Dataset excerpts:
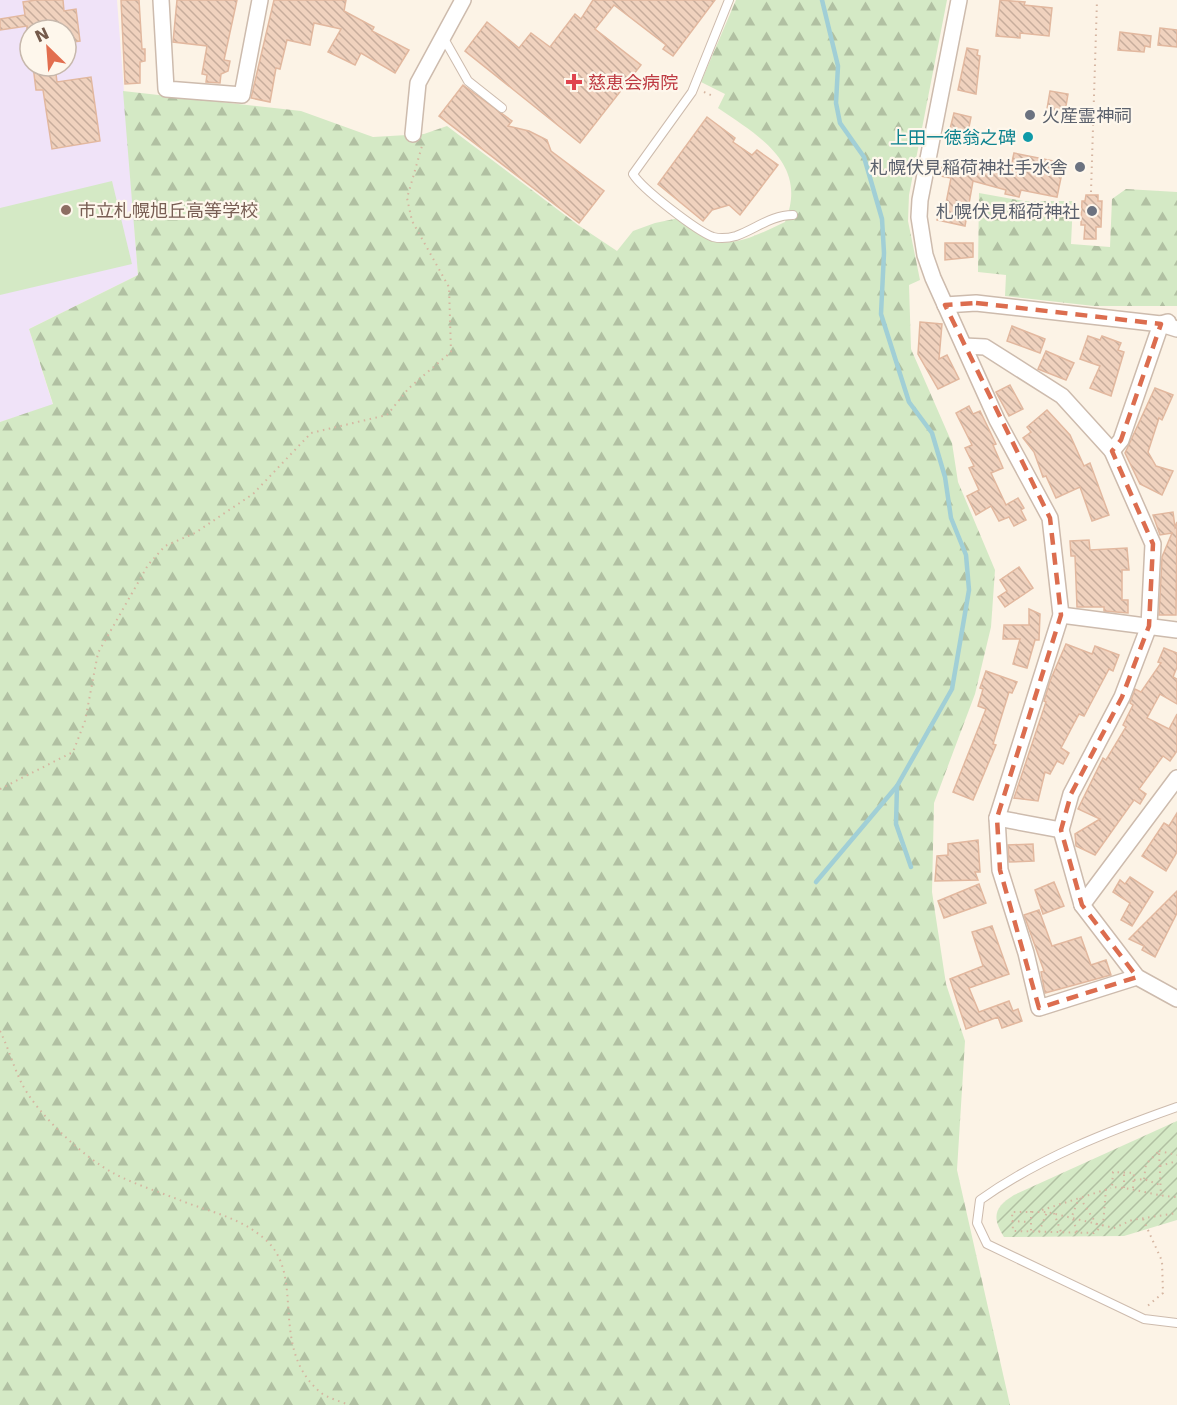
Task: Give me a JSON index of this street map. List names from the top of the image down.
{
  "places": {
    "health": ["慈恵会病院"],
    "other": [
      "火産霊神祠",
      "上田一徳翁之碑",
      "札幌伏見稲荷神社手水舎",
      "市立札幌旭丘高等学校",
      "札幌伏見稲荷神社"
    ]
  },
  "north": "top left"
}
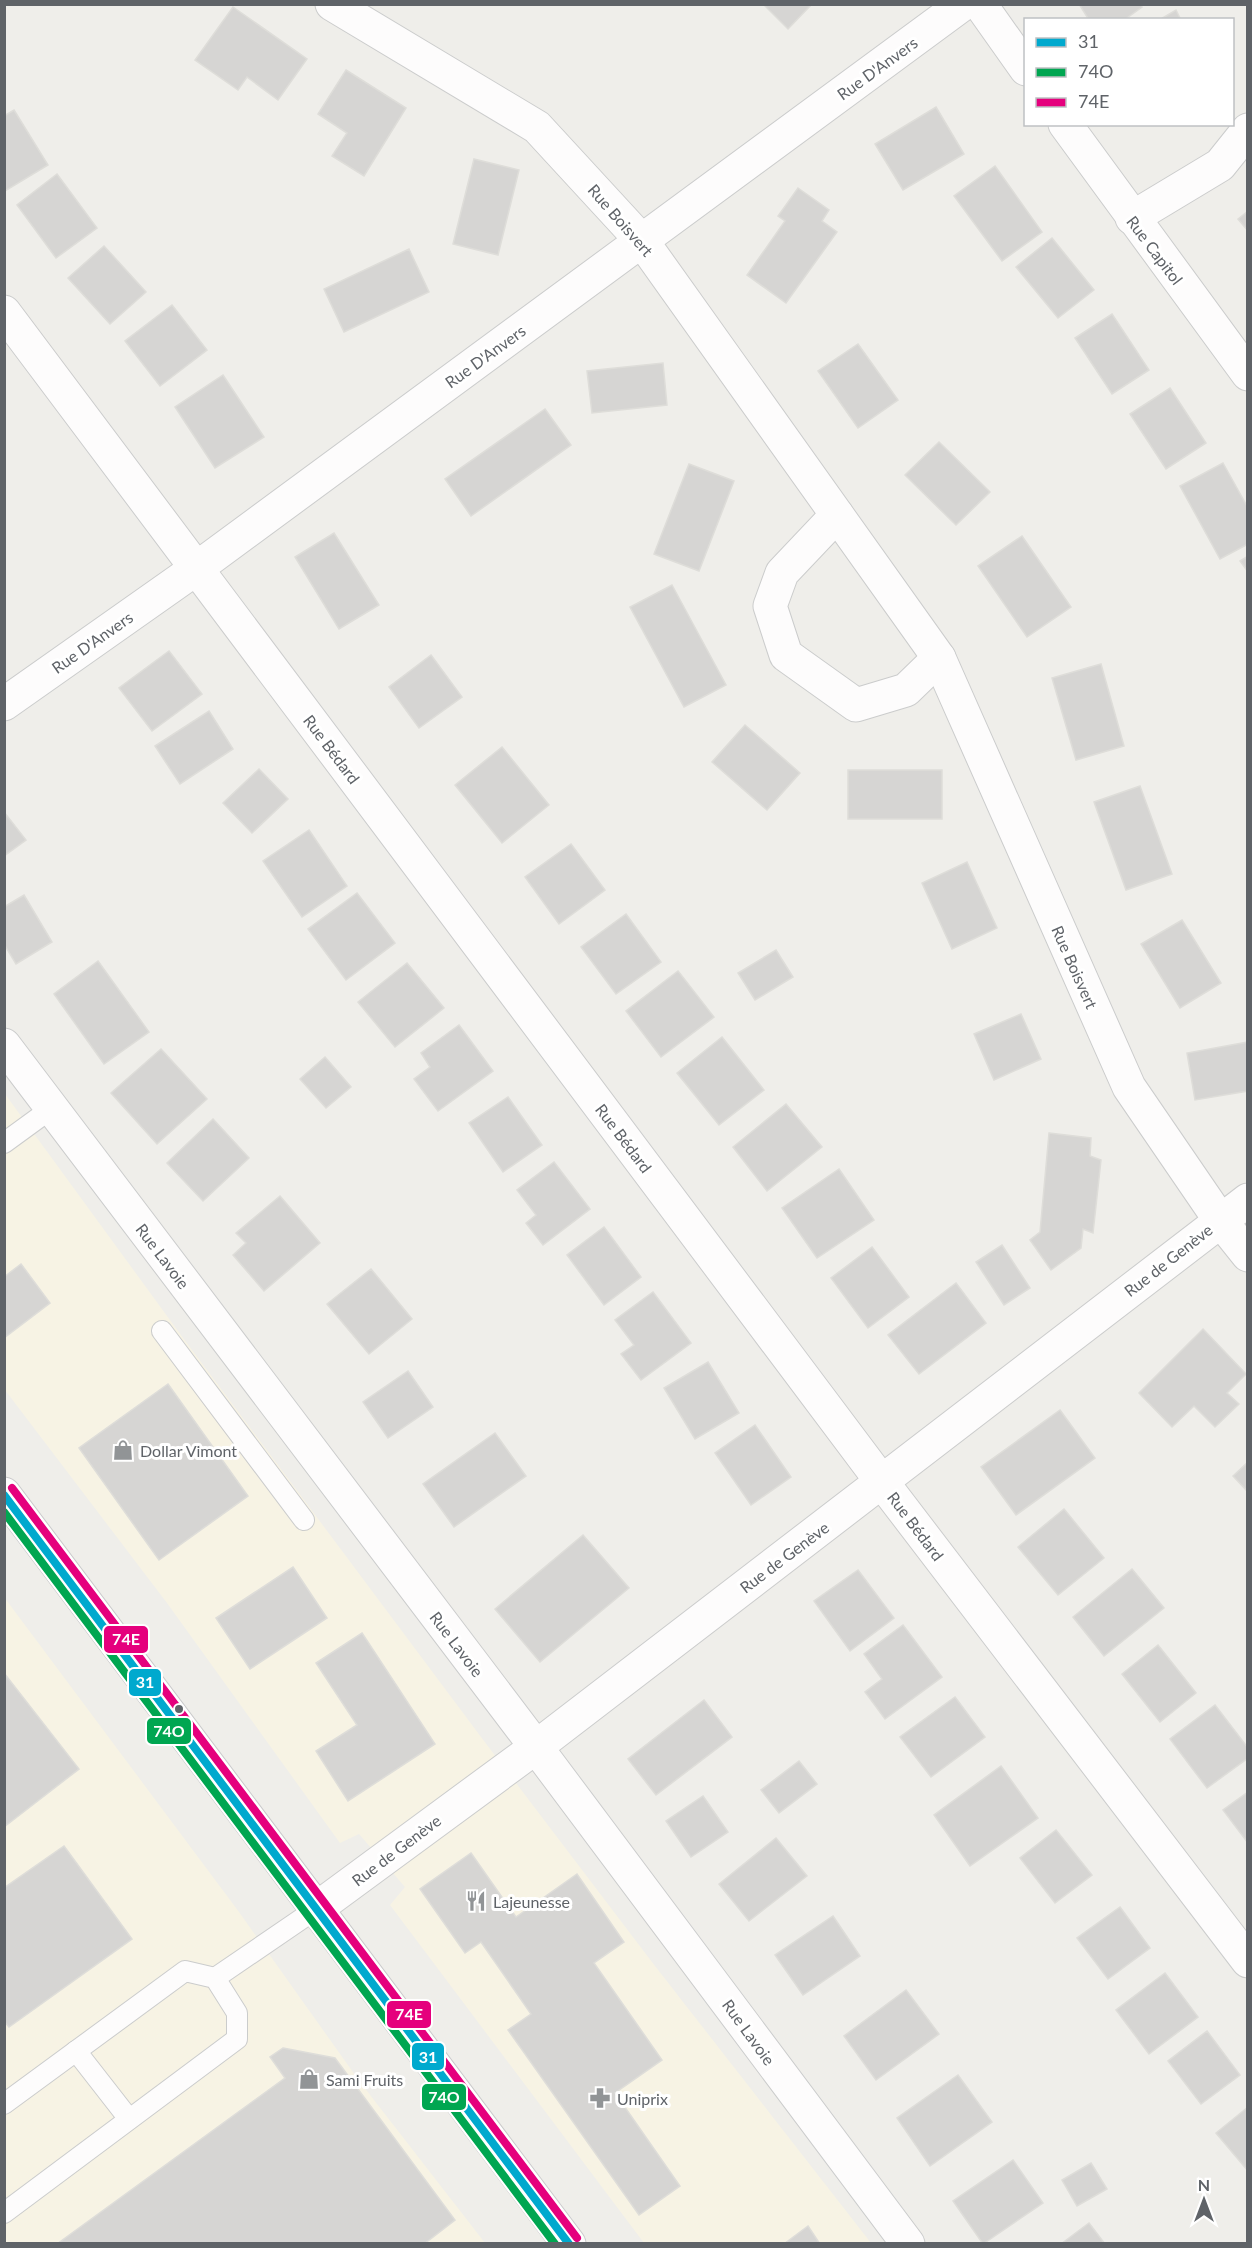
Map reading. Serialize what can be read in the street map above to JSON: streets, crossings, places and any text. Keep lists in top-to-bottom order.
{
  "streets": {
    "street": [
      "Rue D'Anvers",
      "Rue Boisvert",
      "Rue Capitol",
      "Rue Bédard",
      "Rue Lavoie",
      "Rue de Genève"
    ]
  },
  "crossings": [
    ["Rue D'Anvers", "Rue Boisvert"],
    ["Rue D'Anvers", "Rue Bédard"],
    ["Rue Boisvert", "Rue de Genève"],
    ["Rue Bédard", "Rue de Genève"],
    ["Rue Lavoie", "Rue de Genève"]
  ],
  "places": {
    "shop": ["Dollar Vimont", "Sami Fruits"],
    "restaurant": ["Lajeunesse"],
    "pharmacy": ["Uniprix"]
  },
  "lines": ["transit line 74E", "transit line 31", "transit line 74O"],
  "legend": ["31", "74O", "74E"],
  "north": "top"
}
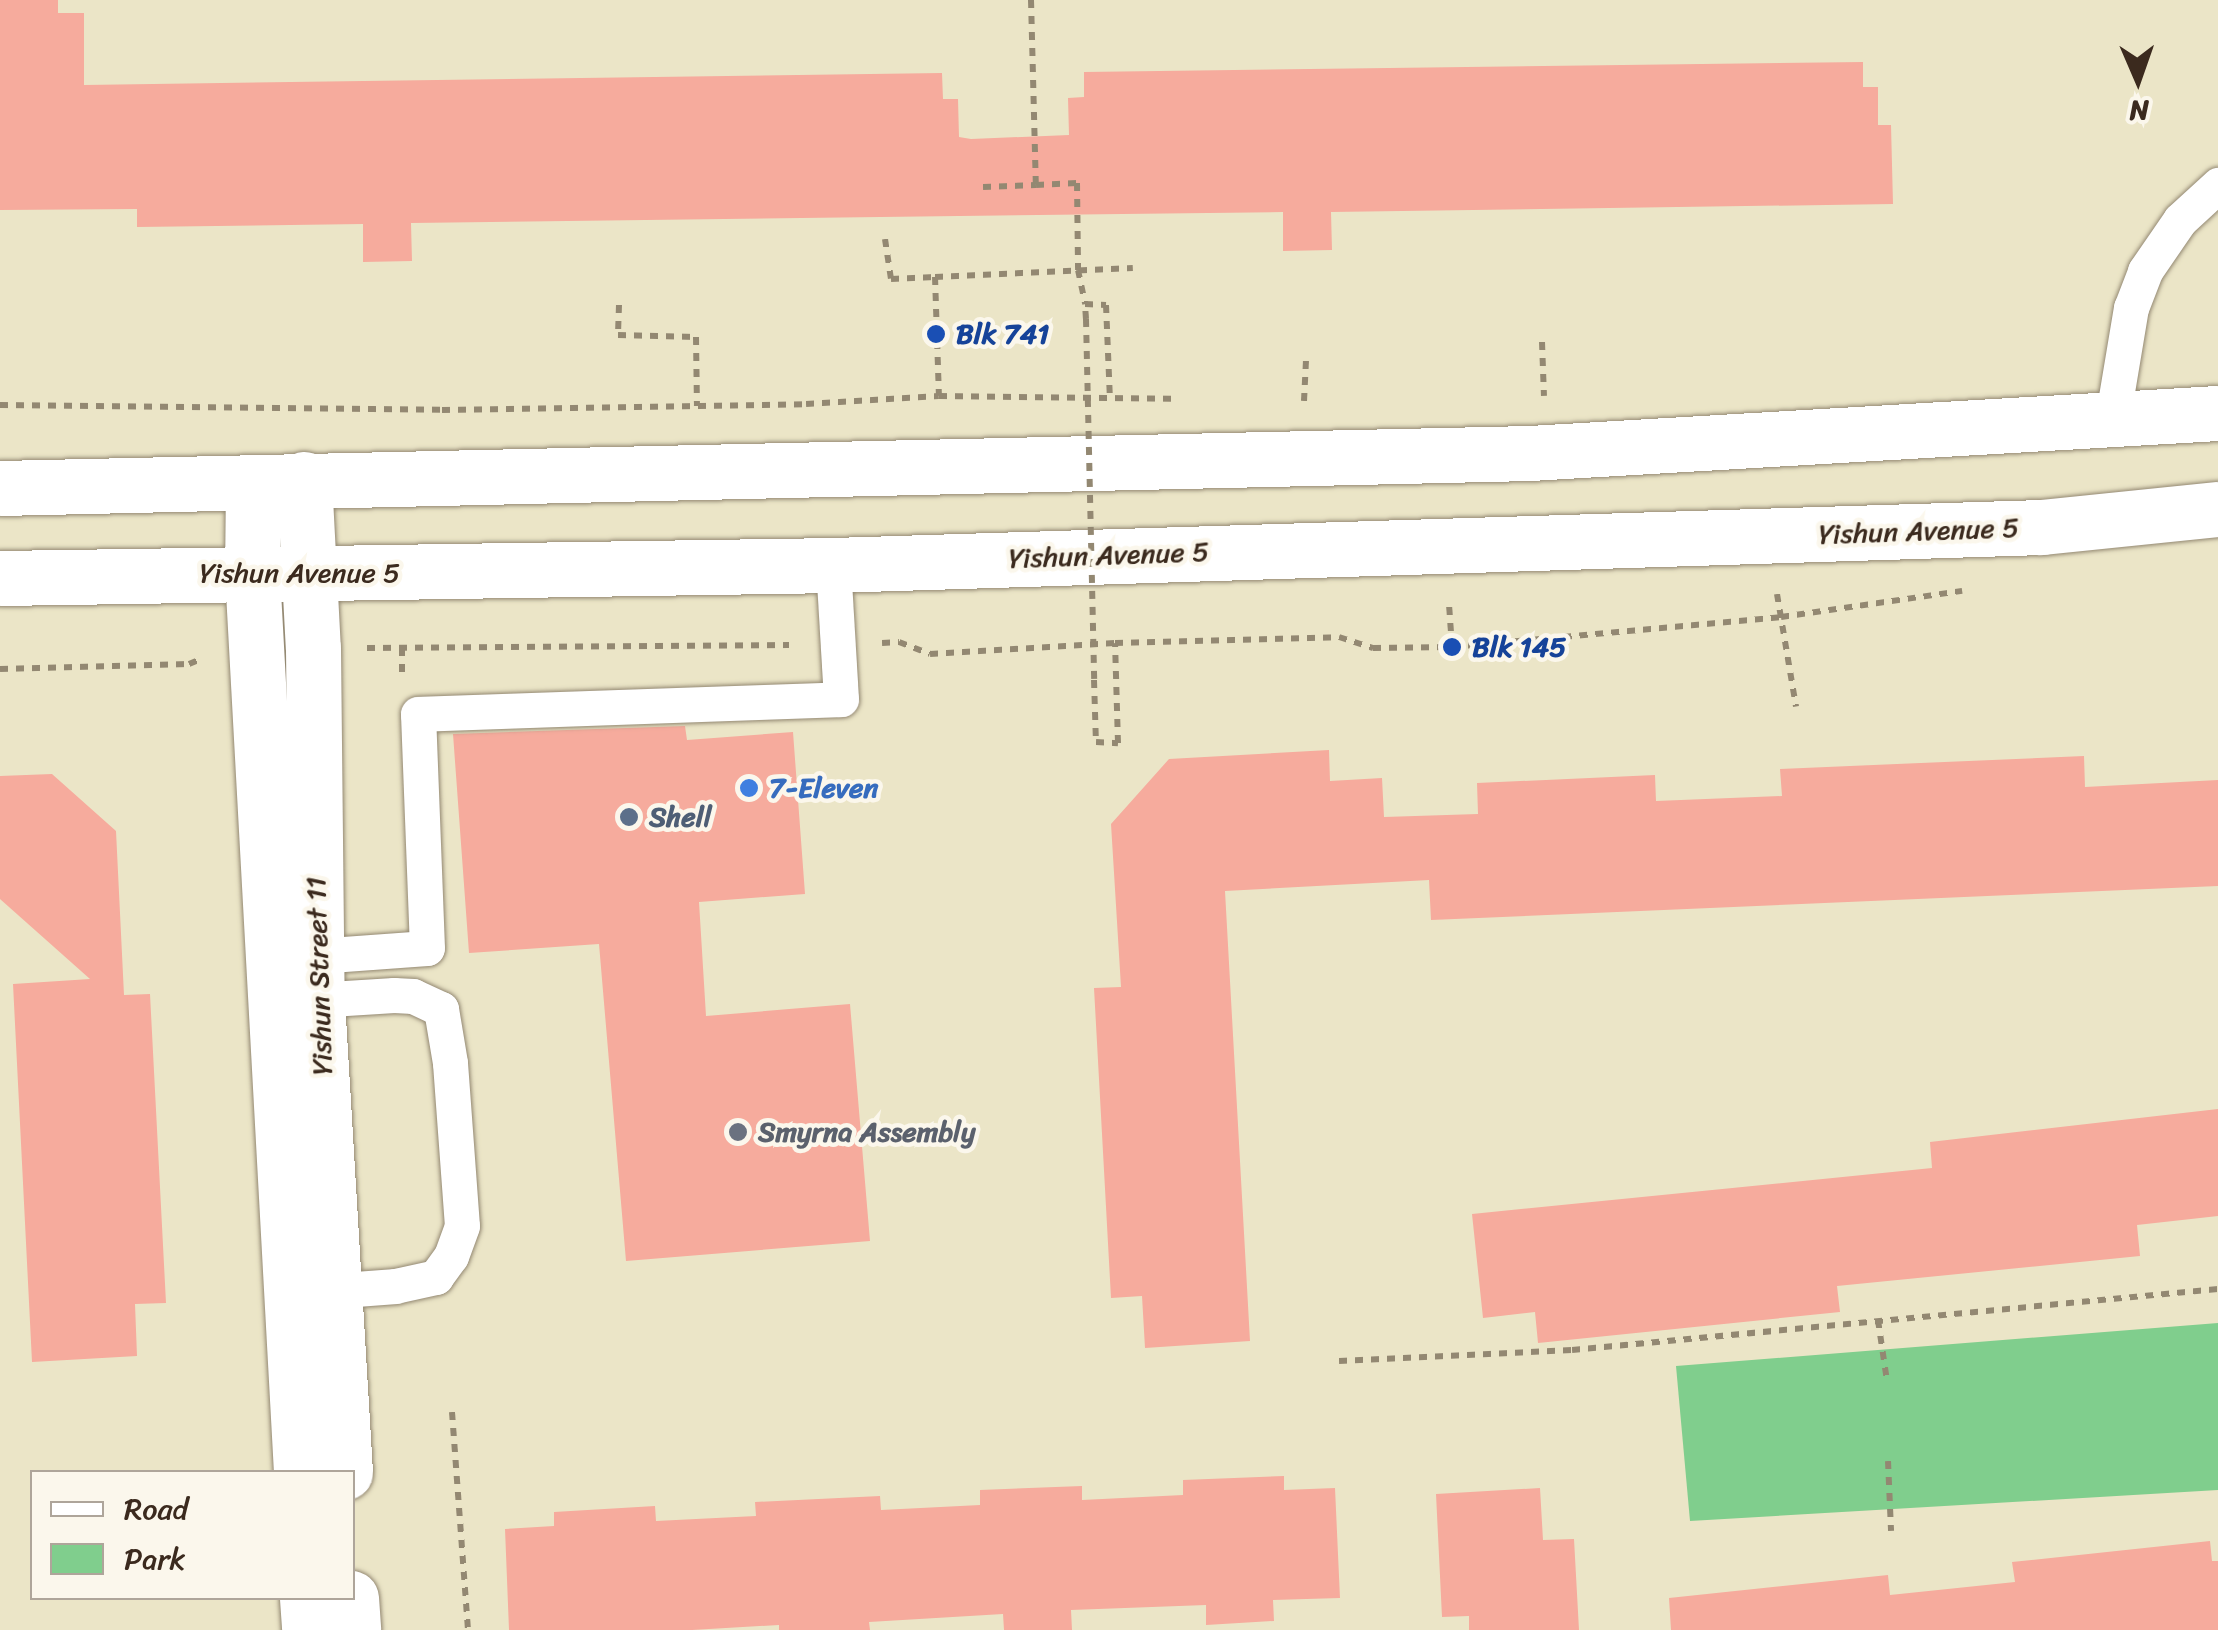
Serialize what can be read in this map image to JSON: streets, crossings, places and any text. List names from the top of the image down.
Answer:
{
  "streets": {
    "main road": ["Yishun Avenue 5", "Yishun Street 11"]
  },
  "crossings": [
    ["Yishun Avenue 5", "Yishun Street 11"]
  ],
  "places": [
    "Blk 741",
    "Blk 145",
    "7-Eleven",
    "Shell",
    "Smyrna Assembly"
  ],
  "legend": ["Road", "Park"],
  "north": "bottom"
}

- Problem -
The entries above are to be copied exactly, with every picture left out.

- Result for this exercise -
Task: Give me a JSON index of this street map. List names from the top of the image down.
{
  "places": {
    "health": ["慈恵会病院"],
    "other": [
      "火産霊神祠",
      "上田一徳翁之碑",
      "札幌伏見稲荷神社手水舎",
      "市立札幌旭丘高等学校",
      "札幌伏見稲荷神社"
    ]
  },
  "north": "top left"
}
Map reading. Serialize what can be read in the street map above to JSON: streets, crossings, places and any text. Keep lists in top-to-bottom order.
{
  "streets": {
    "street": [
      "Rue D'Anvers",
      "Rue Boisvert",
      "Rue Capitol",
      "Rue Bédard",
      "Rue Lavoie",
      "Rue de Genève"
    ]
  },
  "crossings": [
    ["Rue D'Anvers", "Rue Boisvert"],
    ["Rue D'Anvers", "Rue Bédard"],
    ["Rue Boisvert", "Rue de Genève"],
    ["Rue Bédard", "Rue de Genève"],
    ["Rue Lavoie", "Rue de Genève"]
  ],
  "places": {
    "shop": ["Dollar Vimont", "Sami Fruits"],
    "restaurant": ["Lajeunesse"],
    "pharmacy": ["Uniprix"]
  },
  "lines": ["transit line 74E", "transit line 31", "transit line 74O"],
  "legend": ["31", "74O", "74E"],
  "north": "top"
}
Serialize what can be read in this map image to JSON: streets, crossings, places and any text. List names from the top of the image down.
Answer:
{
  "streets": {
    "main road": ["Yishun Avenue 5", "Yishun Street 11"]
  },
  "crossings": [
    ["Yishun Avenue 5", "Yishun Street 11"]
  ],
  "places": [
    "Blk 741",
    "Blk 145",
    "7-Eleven",
    "Shell",
    "Smyrna Assembly"
  ],
  "legend": ["Road", "Park"],
  "north": "bottom"
}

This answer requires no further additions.